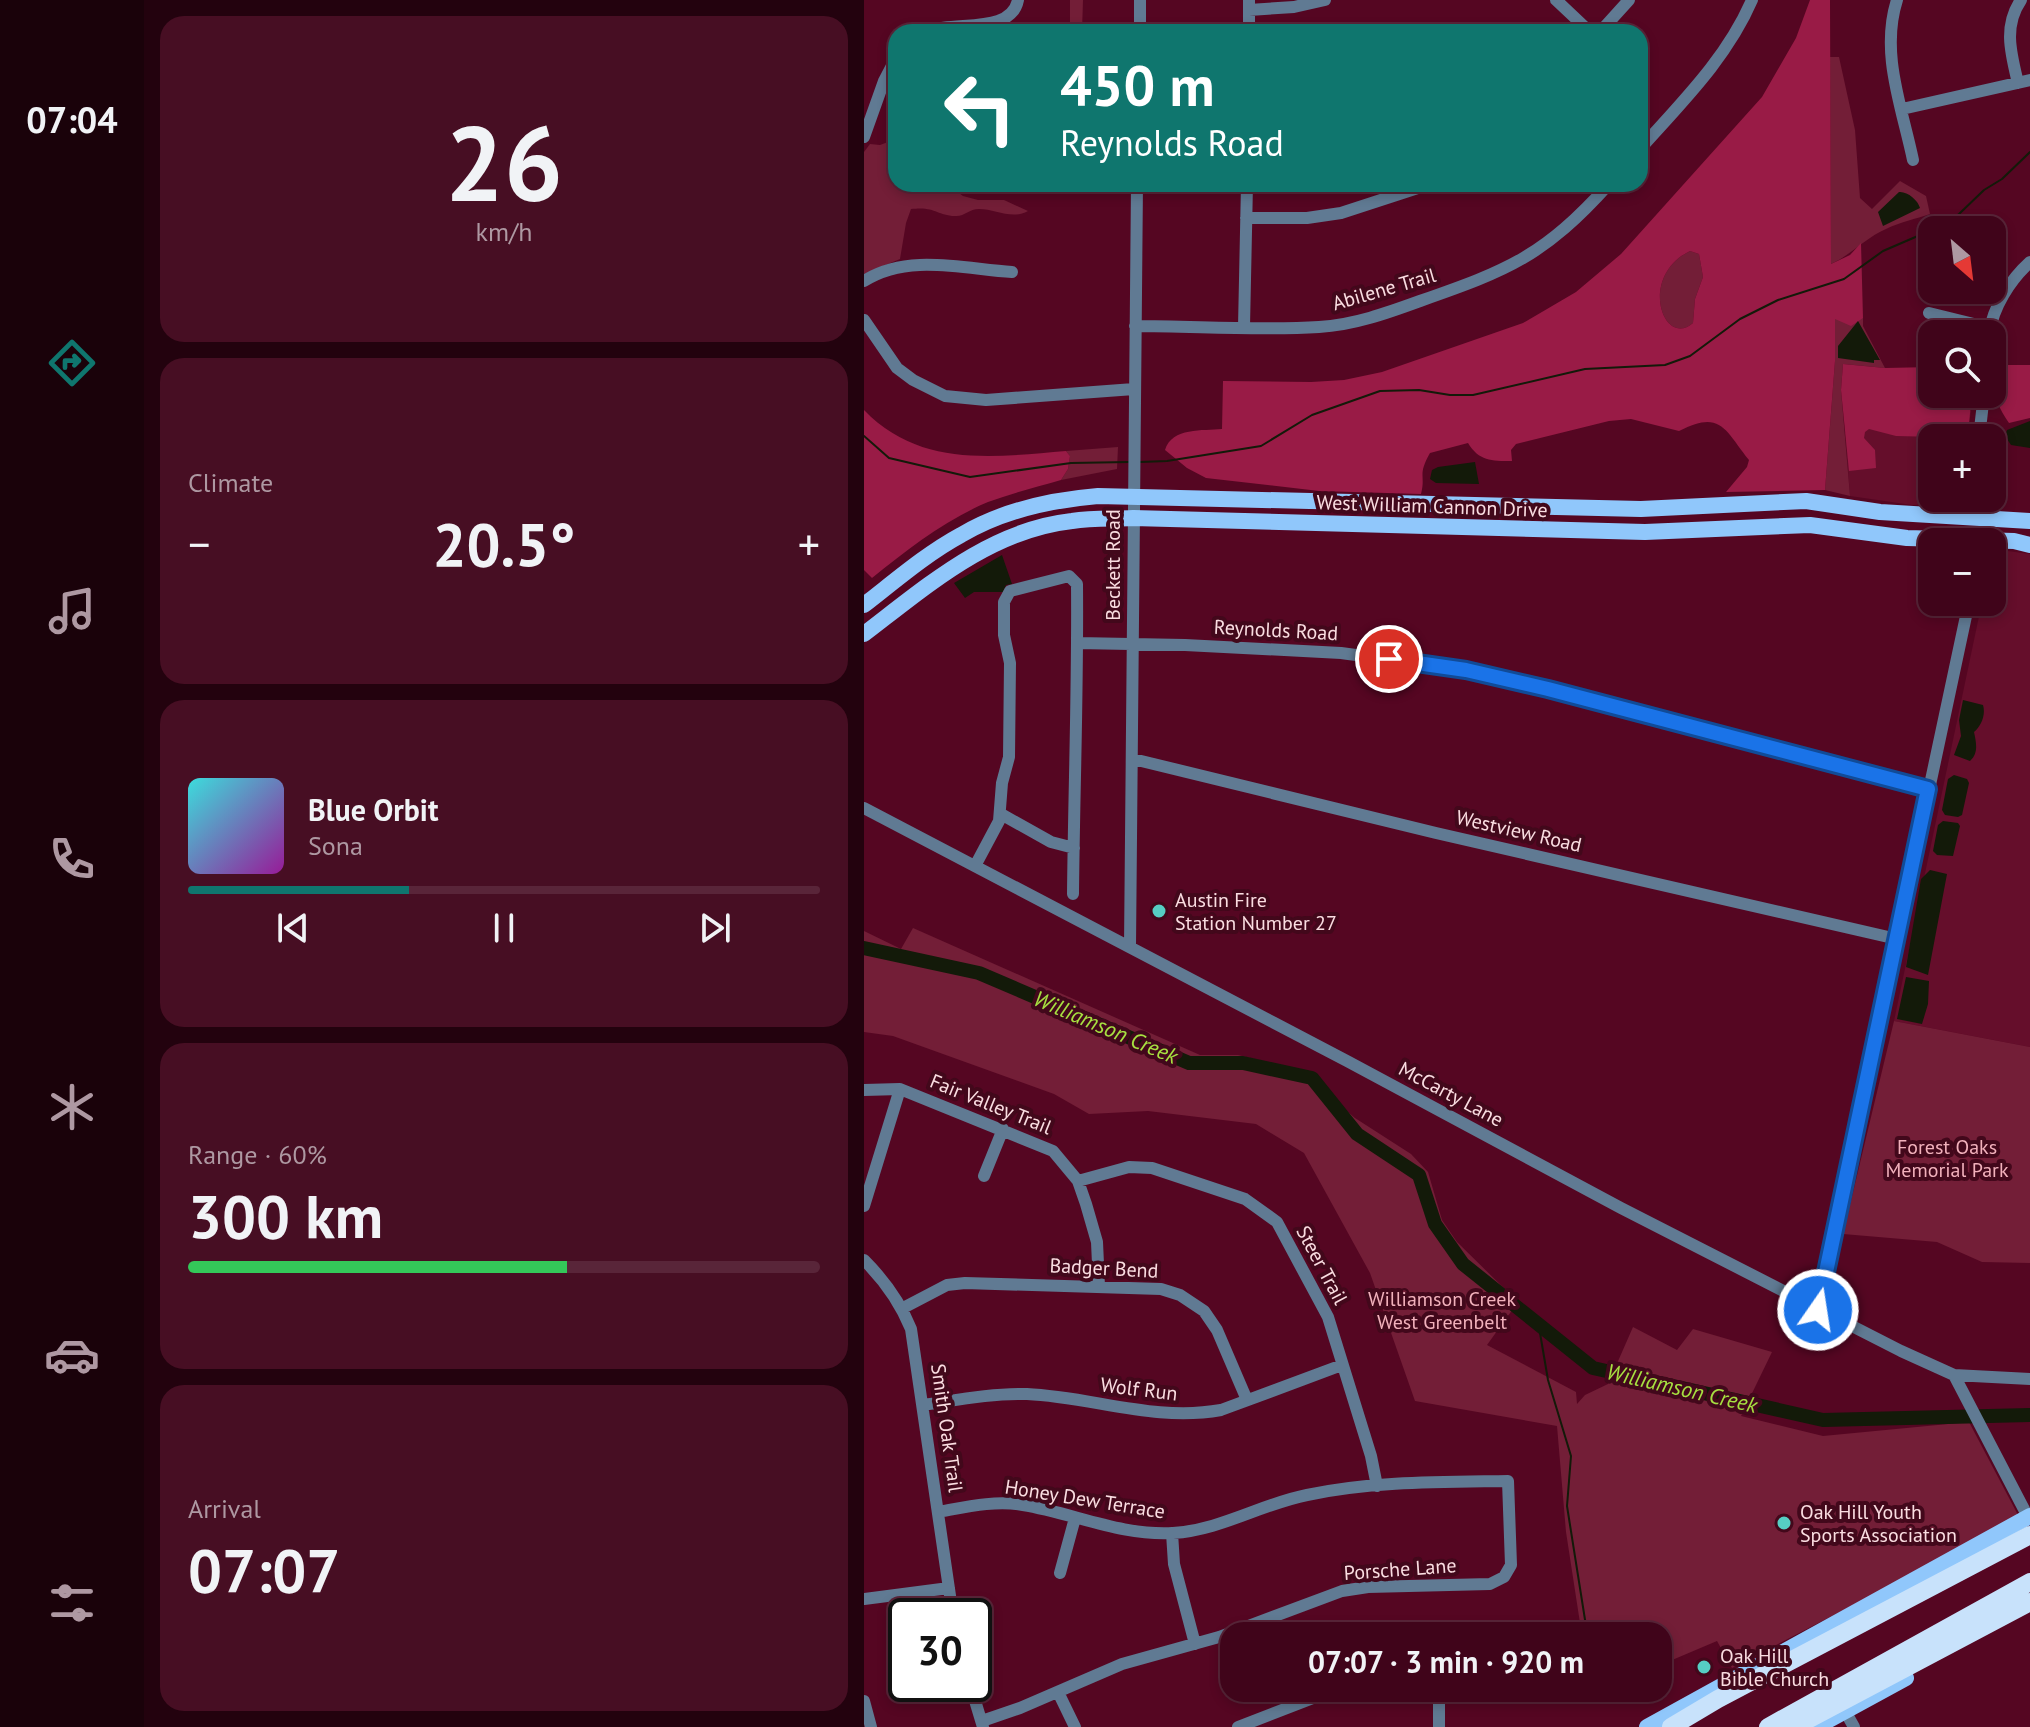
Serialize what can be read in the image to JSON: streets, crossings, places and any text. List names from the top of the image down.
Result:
{
  "streets": {
    "main road": ["West William Cannon Drive"],
    "street": [
      "Abilene Trail",
      "Beckett Road",
      "Reynolds Road",
      "Westview Road",
      "McCarty Lane",
      "Fair Valley Trail",
      "Steer Trail",
      "Badger Bend",
      "Wolf Run",
      "Smith Oak Trail",
      "Honey Dew Terrace",
      "Porsche Lane"
    ]
  },
  "crossings": [
    ["Abilene Trail", "Beckett Road"],
    ["West William Cannon Drive", "Beckett Road"],
    ["Beckett Road", "Reynolds Road"],
    ["Beckett Road", "Westview Road"],
    ["Beckett Road", "McCarty Lane"],
    ["Fair Valley Trail", "Steer Trail"],
    ["Fair Valley Trail", "Badger Bend"],
    ["Steer Trail", "Wolf Run"],
    ["Steer Trail", "Honey Dew Terrace"],
    ["Badger Bend", "Wolf Run"],
    ["Badger Bend", "Smith Oak Trail"],
    ["Wolf Run", "Smith Oak Trail"],
    ["Smith Oak Trail", "Honey Dew Terrace"],
    ["Honey Dew Terrace", "Porsche Lane"]
  ],
  "water": ["Williamson Creek"],
  "parks": ["Forest Oaks Memorial Park", "Williamson Creek West Greenbelt"],
  "places": ["Austin Fire Station Number 27", "Oak Hill Youth Sports Association", "Oak Hill Bible Church"],
  "north": "bottom right",
  "page": {
    "tabs": "07:04",
    "tile": [
      ["26", "km/h"],
      "Climate",
      ["Range · 60%", "300 km"],
      ["Arrival", "07:07"]
    ],
    "turn": ["450 m", "Reynolds Road"],
    "map_buttons": ["+", "−"],
    "heat": ["−", "20.5°", "+"],
    "song": ["Blue Orbit", "Sona"],
    "limit": "30",
    "trip": "07:07 · 3 min · 920 m"
  }
}
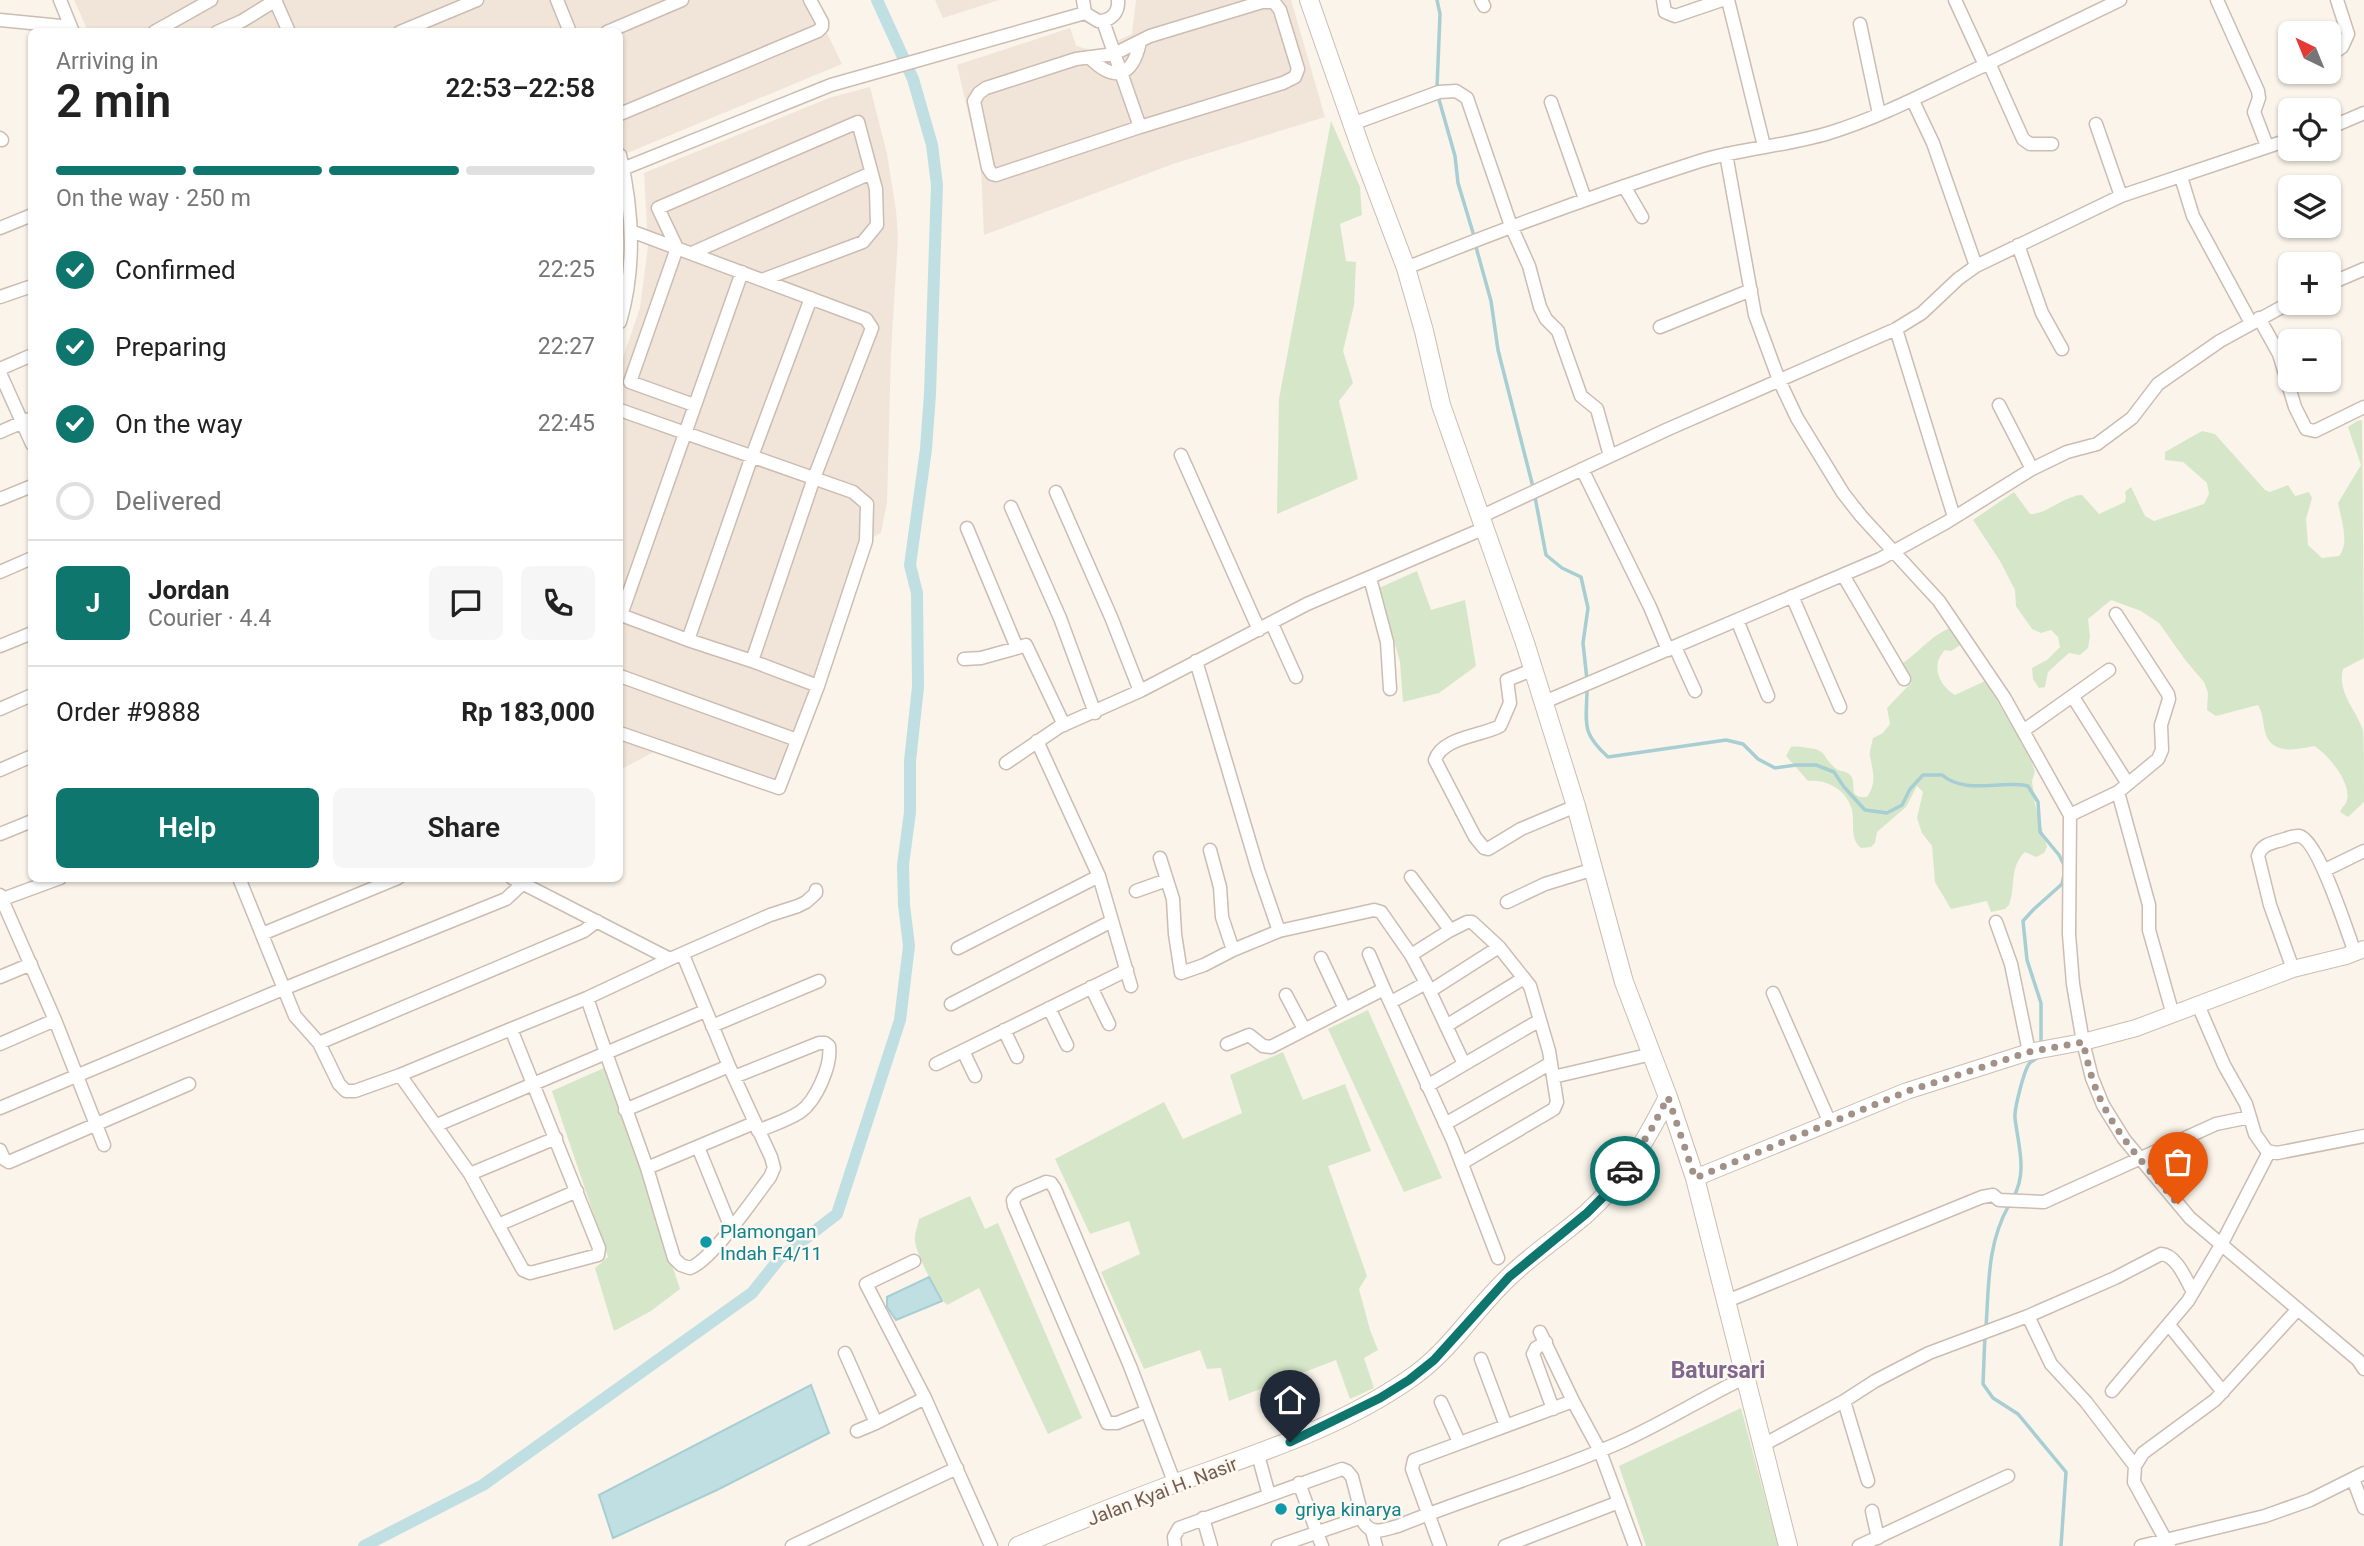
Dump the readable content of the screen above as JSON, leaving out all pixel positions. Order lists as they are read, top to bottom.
{
  "streets": {
    "main road": ["Jalan Kyai H. Nasir"]
  },
  "districts": ["Batursari"],
  "places": ["Plamongan Indah F4/11", "griya kinarya"],
  "north": "top left",
  "page": {
    "map_buttons": ["+", "−"],
    "heading": ["2 min", "Arriving in", "22:53–22:58"],
    "panel": [
      "Jordan",
      "Courier · 4.4",
      "Order #9888",
      "Rp 183,000"
    ],
    "bar": "On the way · 250 m",
    "list": [
      ["Confirmed", "22:25"],
      ["Preparing", "22:27"],
      ["On the way", "22:45"],
      "Delivered"
    ],
    "round": "J",
    "buttons": ["Help", "Share"]
  }
}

#### EXERCISE
Search the data above for the word "Porsche". Copy each line it is in.

#### ANSWER BOX
      "Porsche Lane"
    ["Honey Dew Terrace", "Porsche Lane"]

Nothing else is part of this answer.